In recent years, the Russian Navy 5th Operational Squadron has launched the Kilo class stealth submarines from their bases inside the Black Sea, as they often pass undetected through the Bosporus and into the Mediterranean on the way to Syria, Libya, and the Atlantic. The act of crossing the Bosporus is in direct breach of the Montreux Convention without prior agreement from Turkey – which Russia often does not seek.

Given the nature of this illegal Russian submarine behaviour in the eastern Mediterranean, a special emphasis should be placed on the NATO exercises this summer to include anti-submarine warfare drills.
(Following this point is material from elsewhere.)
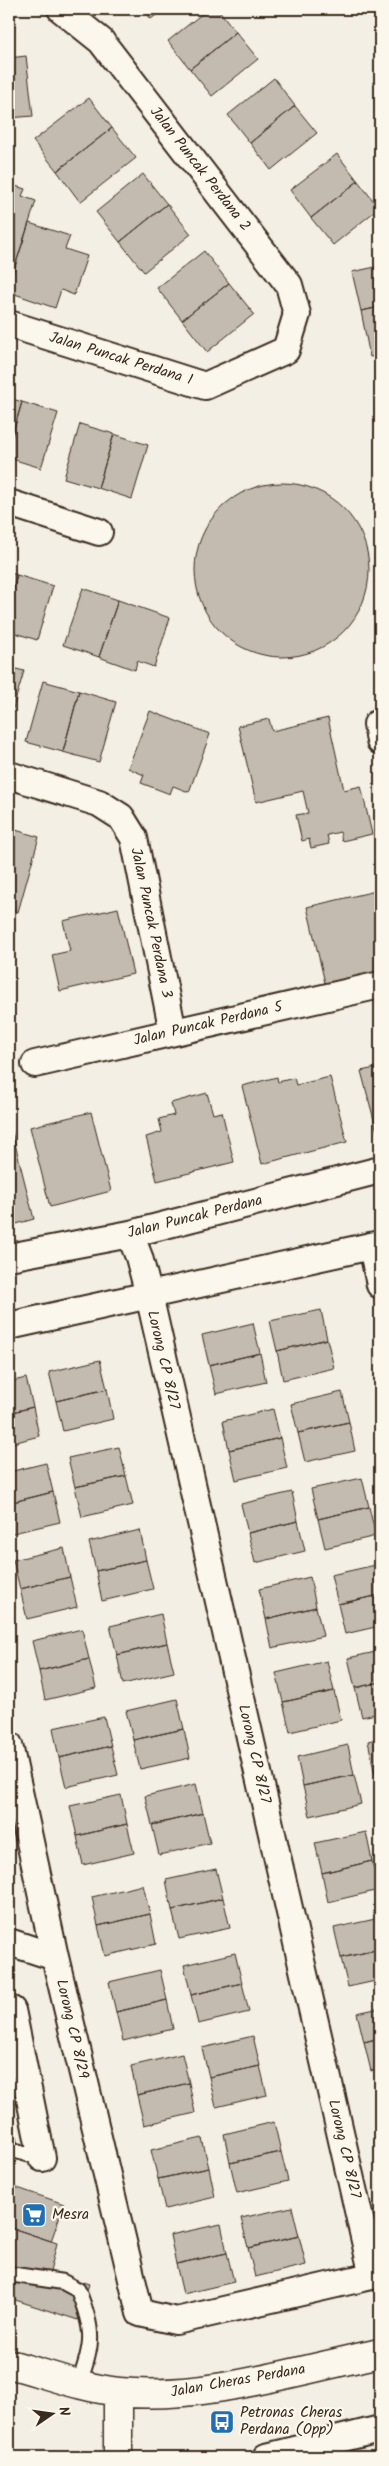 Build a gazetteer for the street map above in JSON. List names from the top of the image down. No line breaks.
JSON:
{"streets":{"street":["Jalan Puncak Perdana 2","Jalan Puncak Perdana 1","Jalan Puncak Perdana 3","Jalan Puncak Perdana 5","Jalan Puncak Perdana","Lorong CP 8/27","Lorong CP 8/29","Jalan Cheras Perdana"]},"crossings":[["Jalan Puncak Perdana 2","Jalan Puncak Perdana 1"],["Jalan Puncak Perdana 3","Jalan Puncak Perdana 5"],["Jalan Puncak Perdana","Lorong CP 8/27"],["Lorong CP 8/27","Lorong CP 8/29"]],"places":{"supermarket":["Mesra"],"bus stop":["Petronas Cheras Perdana (Opp)"]},"north":"right"}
Furthermore, this is something which the Carrier Strike Group is especially adapted to provide, in the form of the Royal Navy’s advanced Type 23 frigates which provide excellent anti-submarine capability. This should be practiced with our NATO allies operating across the Mediterranean to counter the Russian submarine threat.

Whilst reinforcing European security along its first leg, the group will also provide a significant capability ensuring the safe and uninterrupted passage of European trade, through the Indian Ocean and the South China Sea. Whilst other nations contribute to counter-piracy maritime operations, including off the Horn of Africa and across the Arabian Peninsula, the UK remains the only European power which actively enforces the laws of the sea across the heavily militarised South China Sea.

Type 075.jpg
An artist impression of the in-build Chinese Type 075 amphibious assault ship.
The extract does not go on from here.